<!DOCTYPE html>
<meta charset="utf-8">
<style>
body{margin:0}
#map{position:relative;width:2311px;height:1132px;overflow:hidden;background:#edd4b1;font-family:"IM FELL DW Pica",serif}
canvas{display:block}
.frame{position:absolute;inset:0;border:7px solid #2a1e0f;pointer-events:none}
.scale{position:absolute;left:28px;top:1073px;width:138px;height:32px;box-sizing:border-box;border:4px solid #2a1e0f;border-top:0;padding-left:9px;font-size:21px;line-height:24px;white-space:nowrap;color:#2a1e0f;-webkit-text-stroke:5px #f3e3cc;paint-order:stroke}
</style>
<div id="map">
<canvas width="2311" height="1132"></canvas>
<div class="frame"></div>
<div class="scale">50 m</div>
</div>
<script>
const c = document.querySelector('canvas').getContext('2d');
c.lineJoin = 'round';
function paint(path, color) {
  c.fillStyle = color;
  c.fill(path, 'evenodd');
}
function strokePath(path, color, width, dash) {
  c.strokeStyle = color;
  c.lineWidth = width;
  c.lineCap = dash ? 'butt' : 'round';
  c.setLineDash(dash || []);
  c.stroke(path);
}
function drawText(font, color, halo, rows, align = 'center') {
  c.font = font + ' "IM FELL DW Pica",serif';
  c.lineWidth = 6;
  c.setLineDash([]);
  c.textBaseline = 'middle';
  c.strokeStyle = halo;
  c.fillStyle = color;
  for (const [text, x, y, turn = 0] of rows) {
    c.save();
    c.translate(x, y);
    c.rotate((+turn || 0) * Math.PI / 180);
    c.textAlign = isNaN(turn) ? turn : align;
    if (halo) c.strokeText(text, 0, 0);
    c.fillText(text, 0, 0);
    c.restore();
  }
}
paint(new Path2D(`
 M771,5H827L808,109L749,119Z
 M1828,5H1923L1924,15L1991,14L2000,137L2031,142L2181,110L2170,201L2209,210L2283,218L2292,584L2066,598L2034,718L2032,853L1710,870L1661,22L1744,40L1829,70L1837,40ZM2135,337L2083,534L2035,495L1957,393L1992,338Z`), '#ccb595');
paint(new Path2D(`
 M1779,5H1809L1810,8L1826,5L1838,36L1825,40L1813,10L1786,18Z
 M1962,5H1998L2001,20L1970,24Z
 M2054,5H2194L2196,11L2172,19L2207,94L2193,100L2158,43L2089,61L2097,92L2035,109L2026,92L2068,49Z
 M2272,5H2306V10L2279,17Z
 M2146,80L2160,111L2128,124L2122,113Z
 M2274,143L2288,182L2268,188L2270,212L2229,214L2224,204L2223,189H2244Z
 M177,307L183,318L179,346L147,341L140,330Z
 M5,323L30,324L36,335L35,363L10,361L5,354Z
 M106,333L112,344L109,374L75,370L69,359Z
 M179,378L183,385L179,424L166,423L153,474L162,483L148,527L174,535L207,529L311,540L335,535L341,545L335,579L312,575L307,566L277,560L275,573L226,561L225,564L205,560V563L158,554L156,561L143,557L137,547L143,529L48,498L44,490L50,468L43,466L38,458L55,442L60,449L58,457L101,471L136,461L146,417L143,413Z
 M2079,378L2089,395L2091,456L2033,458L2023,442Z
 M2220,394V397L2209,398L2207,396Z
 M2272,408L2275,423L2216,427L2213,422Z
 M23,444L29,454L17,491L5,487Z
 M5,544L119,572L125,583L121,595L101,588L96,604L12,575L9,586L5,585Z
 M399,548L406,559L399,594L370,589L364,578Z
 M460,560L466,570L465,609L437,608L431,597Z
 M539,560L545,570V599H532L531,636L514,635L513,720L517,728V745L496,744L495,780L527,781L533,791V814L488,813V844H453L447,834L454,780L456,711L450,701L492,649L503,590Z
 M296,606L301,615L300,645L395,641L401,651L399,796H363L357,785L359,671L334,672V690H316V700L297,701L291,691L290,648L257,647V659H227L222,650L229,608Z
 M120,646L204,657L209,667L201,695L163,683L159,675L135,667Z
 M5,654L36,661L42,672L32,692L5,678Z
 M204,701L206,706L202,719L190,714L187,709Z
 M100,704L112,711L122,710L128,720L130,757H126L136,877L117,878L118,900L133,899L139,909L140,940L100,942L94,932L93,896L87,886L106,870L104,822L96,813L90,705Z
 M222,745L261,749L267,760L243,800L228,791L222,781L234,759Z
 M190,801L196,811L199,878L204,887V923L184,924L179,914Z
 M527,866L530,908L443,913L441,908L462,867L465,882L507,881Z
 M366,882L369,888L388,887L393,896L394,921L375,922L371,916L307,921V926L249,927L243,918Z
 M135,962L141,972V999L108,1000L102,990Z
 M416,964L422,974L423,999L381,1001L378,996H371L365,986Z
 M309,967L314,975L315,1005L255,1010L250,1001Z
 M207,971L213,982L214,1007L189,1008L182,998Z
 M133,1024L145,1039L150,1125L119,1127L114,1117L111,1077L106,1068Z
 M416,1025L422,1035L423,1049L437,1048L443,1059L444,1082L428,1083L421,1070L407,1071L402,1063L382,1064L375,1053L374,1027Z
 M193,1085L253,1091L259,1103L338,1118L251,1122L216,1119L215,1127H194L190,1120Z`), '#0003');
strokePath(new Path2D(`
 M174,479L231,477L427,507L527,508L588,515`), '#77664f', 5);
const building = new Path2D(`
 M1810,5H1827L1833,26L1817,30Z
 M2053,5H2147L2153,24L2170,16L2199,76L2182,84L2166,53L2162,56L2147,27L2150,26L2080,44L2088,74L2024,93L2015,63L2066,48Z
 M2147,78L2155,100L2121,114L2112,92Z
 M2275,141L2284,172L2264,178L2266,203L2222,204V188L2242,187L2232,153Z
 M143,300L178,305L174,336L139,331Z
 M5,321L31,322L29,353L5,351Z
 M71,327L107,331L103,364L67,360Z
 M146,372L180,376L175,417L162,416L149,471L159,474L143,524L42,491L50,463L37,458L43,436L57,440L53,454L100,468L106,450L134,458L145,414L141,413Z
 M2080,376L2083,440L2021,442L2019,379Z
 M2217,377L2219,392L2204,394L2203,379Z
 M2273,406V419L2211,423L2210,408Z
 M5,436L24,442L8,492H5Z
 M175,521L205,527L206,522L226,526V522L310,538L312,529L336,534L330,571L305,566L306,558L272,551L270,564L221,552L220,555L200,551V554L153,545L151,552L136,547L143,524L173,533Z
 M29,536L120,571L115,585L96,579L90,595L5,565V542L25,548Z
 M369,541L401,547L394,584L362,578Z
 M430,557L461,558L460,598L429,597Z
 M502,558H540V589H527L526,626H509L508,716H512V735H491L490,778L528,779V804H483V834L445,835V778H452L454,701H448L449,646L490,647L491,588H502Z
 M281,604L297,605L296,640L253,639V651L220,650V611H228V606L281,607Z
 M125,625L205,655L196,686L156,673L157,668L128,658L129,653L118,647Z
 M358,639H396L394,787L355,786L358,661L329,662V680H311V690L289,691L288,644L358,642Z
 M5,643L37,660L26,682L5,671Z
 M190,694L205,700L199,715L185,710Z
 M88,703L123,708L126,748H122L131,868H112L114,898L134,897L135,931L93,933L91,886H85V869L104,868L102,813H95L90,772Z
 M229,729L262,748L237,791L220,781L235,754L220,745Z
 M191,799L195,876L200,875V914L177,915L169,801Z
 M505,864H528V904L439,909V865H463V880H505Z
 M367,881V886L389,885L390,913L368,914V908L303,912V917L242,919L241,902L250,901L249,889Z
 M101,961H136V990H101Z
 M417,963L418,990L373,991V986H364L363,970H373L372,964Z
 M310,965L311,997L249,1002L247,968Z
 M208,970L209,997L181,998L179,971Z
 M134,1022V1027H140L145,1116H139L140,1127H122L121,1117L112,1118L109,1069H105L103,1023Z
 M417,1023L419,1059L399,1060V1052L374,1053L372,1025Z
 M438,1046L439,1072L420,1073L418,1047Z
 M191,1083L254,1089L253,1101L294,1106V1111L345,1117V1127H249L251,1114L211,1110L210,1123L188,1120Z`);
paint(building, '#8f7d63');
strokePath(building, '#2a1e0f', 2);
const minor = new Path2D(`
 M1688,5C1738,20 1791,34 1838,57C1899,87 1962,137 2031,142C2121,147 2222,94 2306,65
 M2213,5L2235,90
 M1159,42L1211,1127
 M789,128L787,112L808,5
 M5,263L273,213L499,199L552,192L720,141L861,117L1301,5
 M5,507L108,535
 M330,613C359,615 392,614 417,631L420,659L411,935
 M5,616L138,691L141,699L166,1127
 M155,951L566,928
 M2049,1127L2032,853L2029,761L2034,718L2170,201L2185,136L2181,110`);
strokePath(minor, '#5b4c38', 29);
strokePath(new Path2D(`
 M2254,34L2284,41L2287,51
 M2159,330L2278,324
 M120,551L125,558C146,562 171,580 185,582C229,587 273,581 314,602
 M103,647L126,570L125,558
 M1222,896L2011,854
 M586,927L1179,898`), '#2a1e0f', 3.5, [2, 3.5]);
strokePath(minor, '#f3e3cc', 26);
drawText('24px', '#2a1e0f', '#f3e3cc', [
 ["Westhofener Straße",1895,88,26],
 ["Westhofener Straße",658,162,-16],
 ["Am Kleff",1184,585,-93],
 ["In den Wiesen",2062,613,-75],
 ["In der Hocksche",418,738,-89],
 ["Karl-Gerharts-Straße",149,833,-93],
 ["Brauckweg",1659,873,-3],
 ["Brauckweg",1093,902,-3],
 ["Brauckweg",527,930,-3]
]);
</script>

→ PROBLEM TO WORK ON:
From the entries, work out how many lines include the word "rows", answering with the number only.

→ SOLVED PROBLEM:
2